NEW YORK, OCT. 18 -- The Dow Jones industrial average soared 64 points in heavy trading today in response to falling oil prices and better-than-expected quarterly profits from a number of the country's biggest corporations.

In contrast to some rallies over the past few weeks, broad secondary market indexes kept pace with the blue-chip averages.

"The key to today was that much of it was real, 'legitimate' bargain hunting by investors," said head institutional trader Sid Dorrs at Charles Schwab in San Francisco.

Foreign buying also picked up somewhat in the morning.

Chief U.S. equities trader Thomas Callahan at Yamaichi International said that today was "the first time in the last six to eight weeks that we saw a demonstrable tilt to net buying from the Far East."

A fair-sized advance in Japanese stocks overnight -- Tokyo's Nikkei-225 rose roughly 2 percent -- and a $2 drop in the price of crude oil during morning trading set stocks off on their upward course.

By early afternoon, the Dow had advanced 54 points, buoyed by buying by computerized program traders and a string of comforting third-quarter profit announcements from the likes of AT&T, Caterpillar, Colgate-Palmolive, Dow Chemical, Digital Equipment and Bank of America.

That momentum allowed the market to continue climbing even as oil prices rose back to about where they started the day at $36.80 per barrel.

When it settled, the Dow average stood at 2452.73, up 64.85 at its highest close in seven sessions. Advancing issues far outpaced declining ones on the Big Board by a ratio of nearly 3 to 1 on heavy volume of 204 million shares.

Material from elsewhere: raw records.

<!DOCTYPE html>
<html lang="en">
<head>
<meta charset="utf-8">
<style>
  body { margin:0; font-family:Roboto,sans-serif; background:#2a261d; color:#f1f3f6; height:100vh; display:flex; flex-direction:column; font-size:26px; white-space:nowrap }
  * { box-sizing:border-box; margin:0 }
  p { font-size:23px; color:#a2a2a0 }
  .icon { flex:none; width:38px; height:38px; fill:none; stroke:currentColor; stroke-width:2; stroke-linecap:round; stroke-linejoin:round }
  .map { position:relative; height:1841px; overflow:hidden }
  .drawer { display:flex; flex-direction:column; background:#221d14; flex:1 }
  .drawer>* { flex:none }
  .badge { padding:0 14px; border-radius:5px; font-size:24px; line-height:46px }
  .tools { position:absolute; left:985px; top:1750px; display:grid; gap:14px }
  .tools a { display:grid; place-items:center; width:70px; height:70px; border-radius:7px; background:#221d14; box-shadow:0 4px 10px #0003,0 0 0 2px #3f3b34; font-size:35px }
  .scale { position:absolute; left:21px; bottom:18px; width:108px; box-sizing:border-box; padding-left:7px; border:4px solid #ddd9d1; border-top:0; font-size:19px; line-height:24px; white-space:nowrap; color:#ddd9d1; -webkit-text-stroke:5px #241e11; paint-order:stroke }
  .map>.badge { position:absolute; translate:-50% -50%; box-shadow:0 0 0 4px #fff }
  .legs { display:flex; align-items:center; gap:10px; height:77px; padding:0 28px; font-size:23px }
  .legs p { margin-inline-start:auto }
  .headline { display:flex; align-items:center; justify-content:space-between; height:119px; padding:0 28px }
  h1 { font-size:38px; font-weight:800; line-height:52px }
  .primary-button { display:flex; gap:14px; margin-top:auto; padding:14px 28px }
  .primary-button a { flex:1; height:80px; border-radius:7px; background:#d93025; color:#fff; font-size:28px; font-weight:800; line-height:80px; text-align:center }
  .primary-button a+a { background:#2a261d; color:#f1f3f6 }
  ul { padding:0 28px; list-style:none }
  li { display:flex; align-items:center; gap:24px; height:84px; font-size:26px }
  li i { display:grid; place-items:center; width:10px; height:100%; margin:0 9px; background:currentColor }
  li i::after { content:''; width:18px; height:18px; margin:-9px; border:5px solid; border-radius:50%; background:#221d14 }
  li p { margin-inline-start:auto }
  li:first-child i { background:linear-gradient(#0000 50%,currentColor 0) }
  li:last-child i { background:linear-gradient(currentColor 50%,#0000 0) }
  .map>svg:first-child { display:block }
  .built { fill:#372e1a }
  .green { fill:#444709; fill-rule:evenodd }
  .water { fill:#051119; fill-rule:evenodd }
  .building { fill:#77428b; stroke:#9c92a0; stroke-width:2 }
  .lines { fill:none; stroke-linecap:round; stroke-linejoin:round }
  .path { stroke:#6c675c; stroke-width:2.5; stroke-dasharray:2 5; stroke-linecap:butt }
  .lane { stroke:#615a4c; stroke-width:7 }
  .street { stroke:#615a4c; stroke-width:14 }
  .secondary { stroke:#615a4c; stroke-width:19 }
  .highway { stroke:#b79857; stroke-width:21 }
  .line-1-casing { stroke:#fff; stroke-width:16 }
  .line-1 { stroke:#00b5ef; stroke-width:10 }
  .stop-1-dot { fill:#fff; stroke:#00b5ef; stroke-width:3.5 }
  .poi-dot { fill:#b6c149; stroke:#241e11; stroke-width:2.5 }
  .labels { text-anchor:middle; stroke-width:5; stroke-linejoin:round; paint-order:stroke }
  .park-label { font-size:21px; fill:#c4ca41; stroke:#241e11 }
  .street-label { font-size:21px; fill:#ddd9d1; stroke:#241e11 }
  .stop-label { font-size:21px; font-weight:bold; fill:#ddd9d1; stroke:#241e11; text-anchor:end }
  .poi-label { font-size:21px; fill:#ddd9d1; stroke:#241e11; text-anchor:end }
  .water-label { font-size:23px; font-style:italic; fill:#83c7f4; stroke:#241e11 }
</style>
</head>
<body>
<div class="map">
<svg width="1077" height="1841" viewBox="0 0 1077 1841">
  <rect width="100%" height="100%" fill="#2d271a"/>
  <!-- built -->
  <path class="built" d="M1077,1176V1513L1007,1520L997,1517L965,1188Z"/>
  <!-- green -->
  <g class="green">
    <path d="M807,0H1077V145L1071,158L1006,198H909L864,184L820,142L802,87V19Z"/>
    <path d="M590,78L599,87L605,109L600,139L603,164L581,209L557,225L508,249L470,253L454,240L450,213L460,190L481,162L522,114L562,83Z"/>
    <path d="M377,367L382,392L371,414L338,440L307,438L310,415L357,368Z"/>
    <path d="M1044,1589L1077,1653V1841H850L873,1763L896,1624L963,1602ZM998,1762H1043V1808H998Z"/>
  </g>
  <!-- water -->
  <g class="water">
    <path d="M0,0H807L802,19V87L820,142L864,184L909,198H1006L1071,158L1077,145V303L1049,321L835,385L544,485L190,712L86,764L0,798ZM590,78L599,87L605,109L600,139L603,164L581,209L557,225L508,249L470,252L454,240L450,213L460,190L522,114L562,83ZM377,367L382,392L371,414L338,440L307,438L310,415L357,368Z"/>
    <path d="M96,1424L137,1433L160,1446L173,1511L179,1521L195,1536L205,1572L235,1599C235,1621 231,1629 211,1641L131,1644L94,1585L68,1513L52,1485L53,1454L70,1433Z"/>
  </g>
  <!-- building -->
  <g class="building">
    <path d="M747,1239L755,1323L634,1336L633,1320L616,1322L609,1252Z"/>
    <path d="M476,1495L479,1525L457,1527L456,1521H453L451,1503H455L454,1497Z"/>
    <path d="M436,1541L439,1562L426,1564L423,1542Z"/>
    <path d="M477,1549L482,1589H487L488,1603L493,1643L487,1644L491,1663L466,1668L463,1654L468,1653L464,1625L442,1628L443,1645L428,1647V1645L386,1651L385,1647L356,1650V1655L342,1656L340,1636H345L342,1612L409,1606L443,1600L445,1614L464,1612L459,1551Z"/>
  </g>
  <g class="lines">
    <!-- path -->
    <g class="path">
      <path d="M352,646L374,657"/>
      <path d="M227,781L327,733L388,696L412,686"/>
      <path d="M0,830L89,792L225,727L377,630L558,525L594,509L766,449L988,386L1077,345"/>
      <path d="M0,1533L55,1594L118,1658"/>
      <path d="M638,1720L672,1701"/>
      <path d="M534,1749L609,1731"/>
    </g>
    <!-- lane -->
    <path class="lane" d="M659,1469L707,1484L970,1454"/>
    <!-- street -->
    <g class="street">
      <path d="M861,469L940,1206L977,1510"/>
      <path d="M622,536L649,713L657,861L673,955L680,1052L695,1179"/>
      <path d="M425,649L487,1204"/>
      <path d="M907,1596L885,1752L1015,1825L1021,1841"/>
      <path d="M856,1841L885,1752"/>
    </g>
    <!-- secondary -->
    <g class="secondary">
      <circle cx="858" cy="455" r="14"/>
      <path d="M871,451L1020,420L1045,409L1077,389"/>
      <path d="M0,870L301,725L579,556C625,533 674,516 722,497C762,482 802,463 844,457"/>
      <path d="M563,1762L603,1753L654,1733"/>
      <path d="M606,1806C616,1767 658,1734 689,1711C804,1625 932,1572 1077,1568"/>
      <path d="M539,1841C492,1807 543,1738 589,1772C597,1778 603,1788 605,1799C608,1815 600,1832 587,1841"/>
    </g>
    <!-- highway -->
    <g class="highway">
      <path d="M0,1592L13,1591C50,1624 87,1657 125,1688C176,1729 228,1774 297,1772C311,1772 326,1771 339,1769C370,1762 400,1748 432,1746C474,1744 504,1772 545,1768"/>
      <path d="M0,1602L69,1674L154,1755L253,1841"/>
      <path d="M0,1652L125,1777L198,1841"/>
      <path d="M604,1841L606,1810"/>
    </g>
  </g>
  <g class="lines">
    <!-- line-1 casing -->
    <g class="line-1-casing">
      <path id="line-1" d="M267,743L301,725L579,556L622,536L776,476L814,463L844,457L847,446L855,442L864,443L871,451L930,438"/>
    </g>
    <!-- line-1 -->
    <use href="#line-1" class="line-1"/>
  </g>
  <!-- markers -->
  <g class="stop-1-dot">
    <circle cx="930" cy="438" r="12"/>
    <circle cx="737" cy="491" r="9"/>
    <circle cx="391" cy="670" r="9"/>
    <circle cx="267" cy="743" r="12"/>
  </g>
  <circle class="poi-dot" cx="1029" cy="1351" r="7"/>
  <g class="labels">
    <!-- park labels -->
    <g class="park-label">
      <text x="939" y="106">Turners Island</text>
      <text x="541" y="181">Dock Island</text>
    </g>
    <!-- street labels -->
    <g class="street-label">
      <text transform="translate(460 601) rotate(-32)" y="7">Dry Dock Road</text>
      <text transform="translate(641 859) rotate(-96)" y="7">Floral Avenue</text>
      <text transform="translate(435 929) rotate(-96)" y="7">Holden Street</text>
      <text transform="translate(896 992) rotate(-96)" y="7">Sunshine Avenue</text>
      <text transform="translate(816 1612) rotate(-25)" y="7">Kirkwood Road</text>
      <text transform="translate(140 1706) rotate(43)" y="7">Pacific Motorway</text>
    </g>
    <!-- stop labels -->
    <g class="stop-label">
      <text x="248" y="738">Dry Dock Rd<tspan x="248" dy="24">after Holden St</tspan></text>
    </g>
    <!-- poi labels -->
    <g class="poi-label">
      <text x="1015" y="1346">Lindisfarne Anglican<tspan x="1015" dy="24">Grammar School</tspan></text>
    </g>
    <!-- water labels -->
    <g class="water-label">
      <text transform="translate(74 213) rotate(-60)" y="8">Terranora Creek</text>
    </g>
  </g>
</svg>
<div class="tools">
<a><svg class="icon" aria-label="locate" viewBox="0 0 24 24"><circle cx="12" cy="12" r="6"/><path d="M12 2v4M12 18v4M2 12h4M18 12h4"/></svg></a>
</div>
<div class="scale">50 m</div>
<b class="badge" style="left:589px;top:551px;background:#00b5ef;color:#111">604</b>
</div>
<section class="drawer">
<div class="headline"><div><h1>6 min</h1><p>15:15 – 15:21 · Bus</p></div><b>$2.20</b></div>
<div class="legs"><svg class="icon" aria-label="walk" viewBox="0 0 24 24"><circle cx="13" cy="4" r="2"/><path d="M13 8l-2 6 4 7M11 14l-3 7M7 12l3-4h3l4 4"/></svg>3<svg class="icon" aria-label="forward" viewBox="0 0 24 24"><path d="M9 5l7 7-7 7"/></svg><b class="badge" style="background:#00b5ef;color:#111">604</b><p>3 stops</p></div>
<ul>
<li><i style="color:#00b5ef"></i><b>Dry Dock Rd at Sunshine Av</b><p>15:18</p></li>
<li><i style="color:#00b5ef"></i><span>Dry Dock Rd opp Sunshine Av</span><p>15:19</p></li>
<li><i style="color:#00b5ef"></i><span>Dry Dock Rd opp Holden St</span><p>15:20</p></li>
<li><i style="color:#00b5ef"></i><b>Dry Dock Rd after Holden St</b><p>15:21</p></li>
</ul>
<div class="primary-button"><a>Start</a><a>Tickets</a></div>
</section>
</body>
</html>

Corporate earnings were no small part of the picture today, analysts said. While the reports ranged from slightly higher to sharply lower, many were better than Wall Street had expected.

Such a cheery reception for middling earnings, said observers, was an indication of an optimism in the market psychology and growing belief that perhaps the bottom has been hit.

Colgate-Palmolive's stock, for example, jumped 3 5/8 to 65 after announcing earnings of $1.20 per share compared with $1.06 a year ago. The results were only 3 cents higher than the average of analysts expectations.

Digital Equipment surged 4 1/4 to 51 following its report of a profit for its first fiscal quarter of only 21 cents per share, sharply down from $1.20 a year ago.

Dow Chemical traded up 2 1/4 to 41 5/8 after reporting third-quarter profit of less than half that of a year ago.

And farm-machinery giant Caterpillar tackled on 1 7/8 to close at 40 3/8 despite third-quarter earnings half those of last year but above many analyst projections.

Among telecommunications companies, AT&T advanced 1 1/8 to 32 following its report of profit at 65 cents per share, unchanged from the third quarter of 1989. US West advanced 1 1/2 to 37 1/2 on mildly improved earnings. Bell Atlantic rose 1 1/4 to 50 1/2 on similar news.

Among financial stocks, BankAmerica rose 7/8 to 18 3/8 after announcing third-quarter earnings up a healthy 9 percent.

Among other Dow stocks, IBM, a strong leader all day, finished up 4 5/8 at 105 3/8, while Procter & Gamble surged 3 1/4 to 78 1/8 and Boeing advanced 2 1/4 to 48 1/4. At least full-point gains were realized by Alcoa, General Electric, International Paper, Coca-Cola, Minnesota Mining, Philip Morris, Merck, United Technologies and Woolworth.

The Dow transportation average rallied 34.94 to close at 856.88, led by AMR, up 2 3/8 to 48 1/8 and Delta Airlines, up 3 to 60 3/8.

The Dow utilities, which have generally outperformed other indexes in recent weeks, lagged with a 0.82 gain at 208.31.

Among broad stock indexes, secondary measures generally kept pace, for a change, with blue-chip averages.

The Standard & Poor's 500 was up 6.98 at 305.74, the NYSE Composite up 3.54 at 167.13, the Value Line up 3.64 at 219.63, the Amex Market Value up 2.71 at 291.84 and the Nasdaq Composite up 7.25 at 334.03.